== Source information ==

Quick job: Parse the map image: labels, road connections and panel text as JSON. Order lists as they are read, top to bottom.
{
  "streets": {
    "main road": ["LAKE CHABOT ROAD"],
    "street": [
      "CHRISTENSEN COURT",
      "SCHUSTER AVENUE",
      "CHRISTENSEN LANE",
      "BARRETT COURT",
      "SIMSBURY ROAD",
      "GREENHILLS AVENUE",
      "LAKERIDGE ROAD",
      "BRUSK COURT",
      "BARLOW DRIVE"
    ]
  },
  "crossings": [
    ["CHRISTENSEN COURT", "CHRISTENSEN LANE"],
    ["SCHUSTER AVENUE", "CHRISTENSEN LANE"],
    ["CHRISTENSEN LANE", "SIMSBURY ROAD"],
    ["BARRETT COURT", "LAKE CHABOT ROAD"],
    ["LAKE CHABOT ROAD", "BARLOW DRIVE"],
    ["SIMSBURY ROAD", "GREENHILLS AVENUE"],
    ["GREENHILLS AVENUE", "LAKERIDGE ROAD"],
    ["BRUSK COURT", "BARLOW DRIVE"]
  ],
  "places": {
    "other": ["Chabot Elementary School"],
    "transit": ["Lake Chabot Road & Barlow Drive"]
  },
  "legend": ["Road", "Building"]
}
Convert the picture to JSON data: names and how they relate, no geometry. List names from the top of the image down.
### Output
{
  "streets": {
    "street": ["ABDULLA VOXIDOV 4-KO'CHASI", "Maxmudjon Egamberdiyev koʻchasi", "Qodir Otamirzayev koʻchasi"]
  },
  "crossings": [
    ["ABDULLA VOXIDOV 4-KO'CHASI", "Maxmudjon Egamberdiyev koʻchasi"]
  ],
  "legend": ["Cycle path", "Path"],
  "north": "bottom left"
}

===
== Source information ==

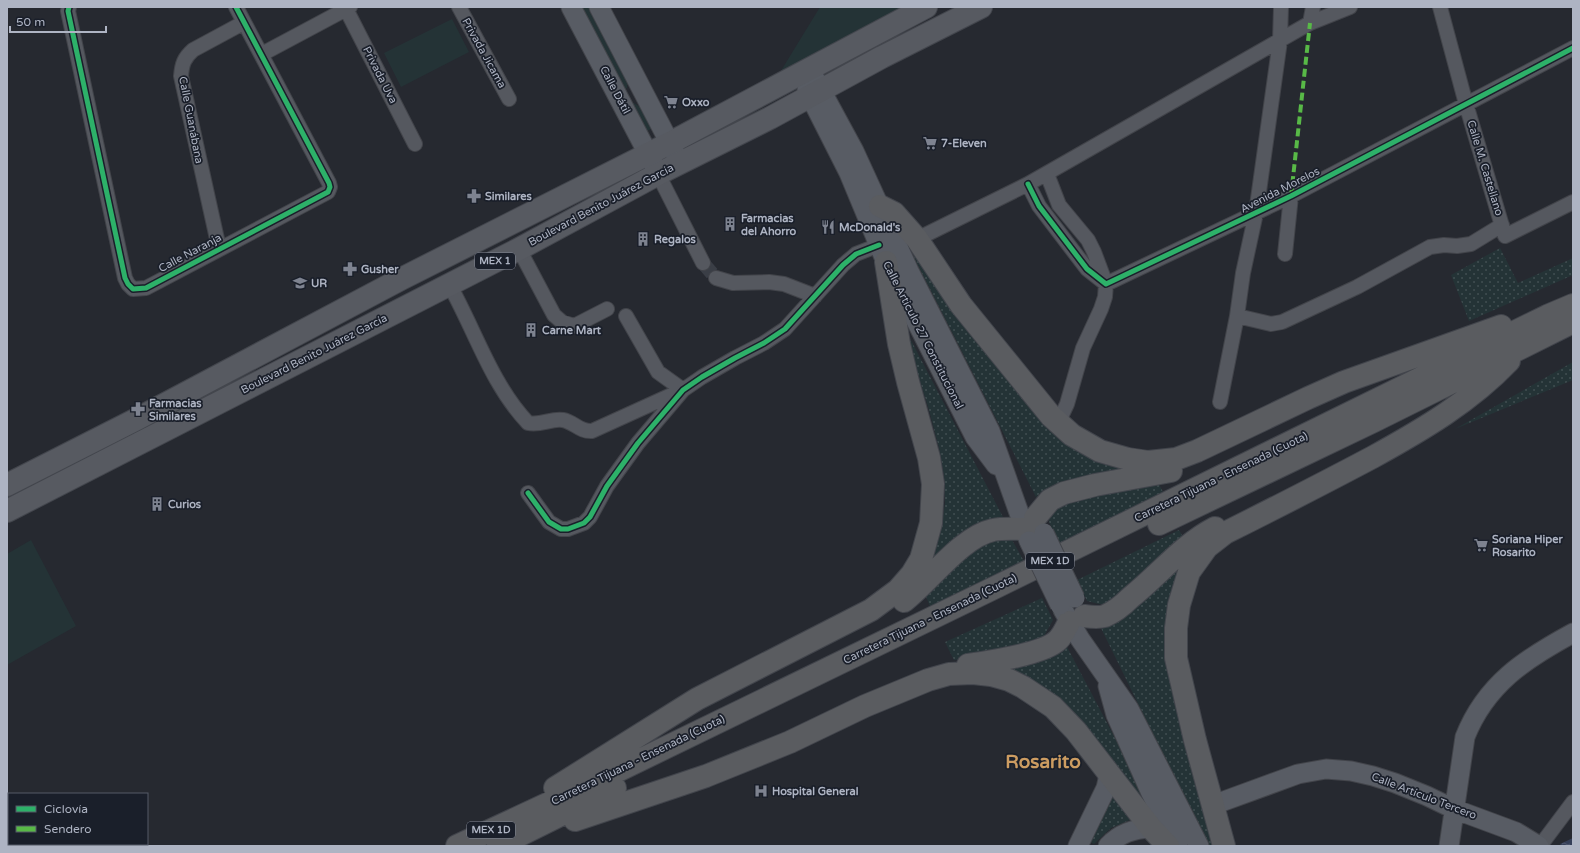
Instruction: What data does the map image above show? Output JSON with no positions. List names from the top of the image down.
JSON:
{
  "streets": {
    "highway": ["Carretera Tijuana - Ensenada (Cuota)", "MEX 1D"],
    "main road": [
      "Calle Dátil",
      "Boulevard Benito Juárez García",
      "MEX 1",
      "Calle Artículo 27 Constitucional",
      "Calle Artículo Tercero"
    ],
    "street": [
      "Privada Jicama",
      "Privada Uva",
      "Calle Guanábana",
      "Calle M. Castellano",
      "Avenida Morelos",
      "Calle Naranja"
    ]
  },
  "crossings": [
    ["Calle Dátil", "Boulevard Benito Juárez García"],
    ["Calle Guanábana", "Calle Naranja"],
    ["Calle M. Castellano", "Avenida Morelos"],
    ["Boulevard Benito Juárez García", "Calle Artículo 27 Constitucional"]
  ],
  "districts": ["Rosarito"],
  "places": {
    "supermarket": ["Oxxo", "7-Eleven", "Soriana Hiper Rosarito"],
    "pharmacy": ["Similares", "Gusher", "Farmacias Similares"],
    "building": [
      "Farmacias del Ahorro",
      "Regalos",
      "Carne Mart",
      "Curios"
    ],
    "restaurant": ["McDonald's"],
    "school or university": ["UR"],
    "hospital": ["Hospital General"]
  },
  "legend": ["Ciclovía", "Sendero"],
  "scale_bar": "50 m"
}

===
== Source information ==

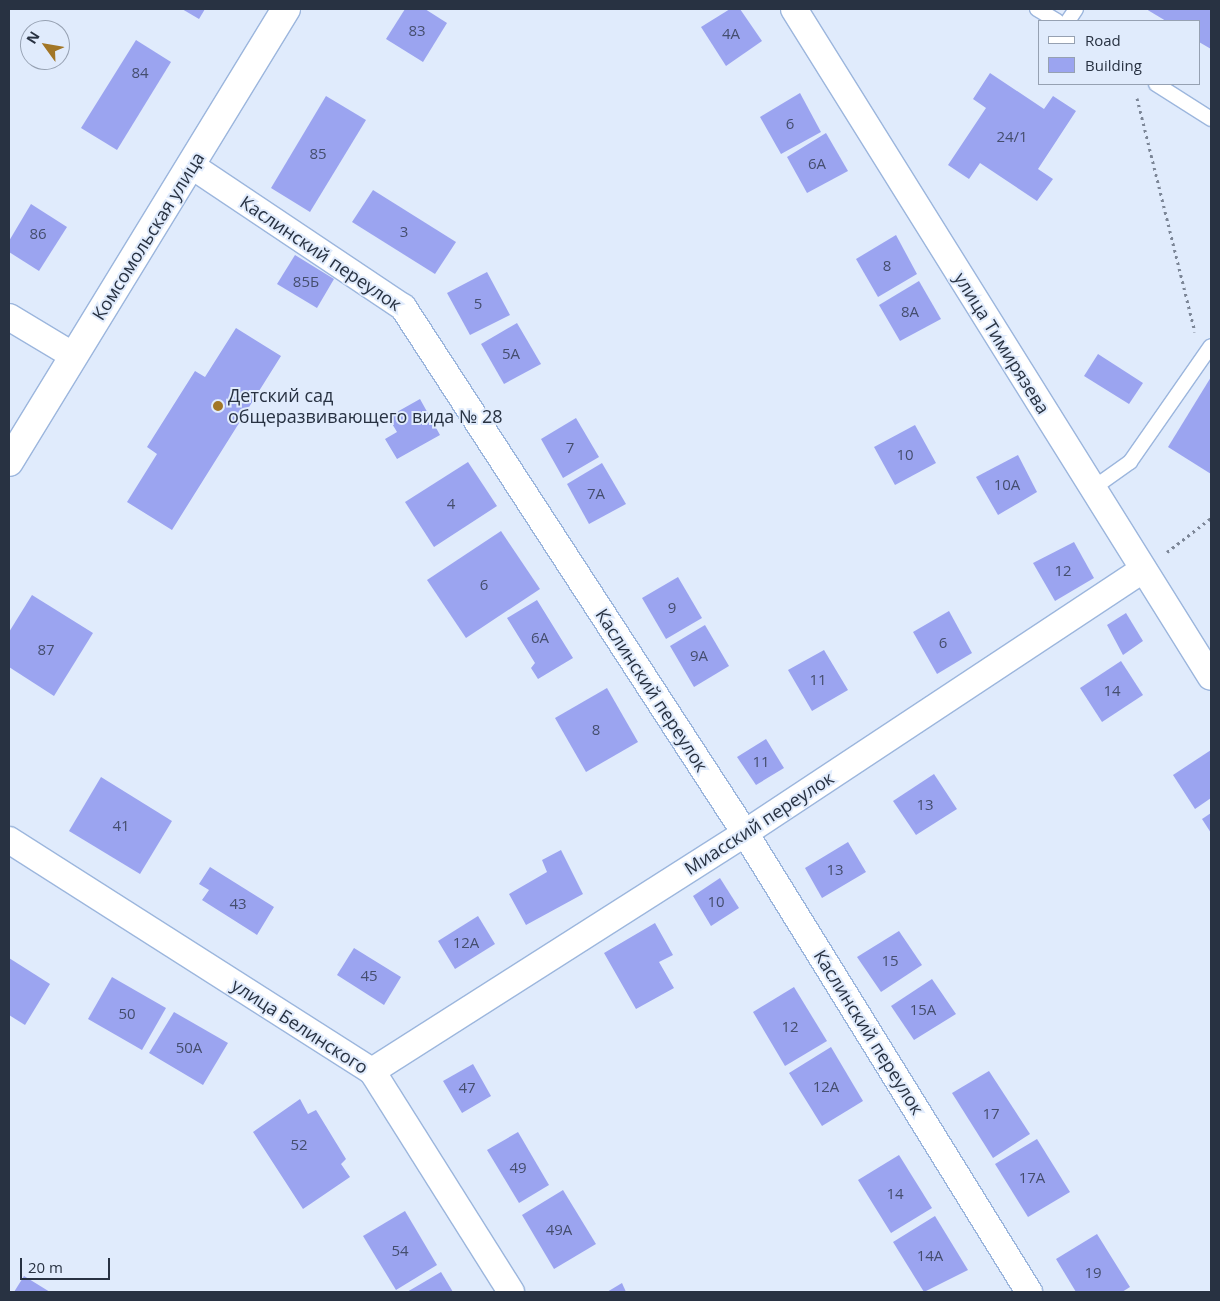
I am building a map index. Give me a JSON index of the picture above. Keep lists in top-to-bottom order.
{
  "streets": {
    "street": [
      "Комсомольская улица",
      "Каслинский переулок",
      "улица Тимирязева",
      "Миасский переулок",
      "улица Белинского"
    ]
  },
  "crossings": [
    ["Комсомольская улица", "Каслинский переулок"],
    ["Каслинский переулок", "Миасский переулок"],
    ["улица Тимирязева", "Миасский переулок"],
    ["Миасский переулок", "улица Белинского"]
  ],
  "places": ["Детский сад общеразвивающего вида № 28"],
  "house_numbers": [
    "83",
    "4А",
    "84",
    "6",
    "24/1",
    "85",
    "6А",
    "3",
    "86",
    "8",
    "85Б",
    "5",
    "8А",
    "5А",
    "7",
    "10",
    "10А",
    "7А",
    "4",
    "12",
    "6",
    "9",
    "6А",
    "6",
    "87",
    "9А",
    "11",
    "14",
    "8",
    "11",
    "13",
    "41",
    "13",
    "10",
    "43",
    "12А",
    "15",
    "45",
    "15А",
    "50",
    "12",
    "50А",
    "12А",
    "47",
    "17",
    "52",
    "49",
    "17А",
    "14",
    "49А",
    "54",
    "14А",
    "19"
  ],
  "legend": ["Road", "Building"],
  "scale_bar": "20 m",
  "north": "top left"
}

===

Problem to solve =>
Lines of the material may hold the string "names". Copy each one that does.

Solution for this exercise =>
Convert the picture to JSON data: names and how they relate, no geometry. List names from the top of the image down.
Instruction: What data does the map image above show? Output JSON with no positions. List names from the top of the image down.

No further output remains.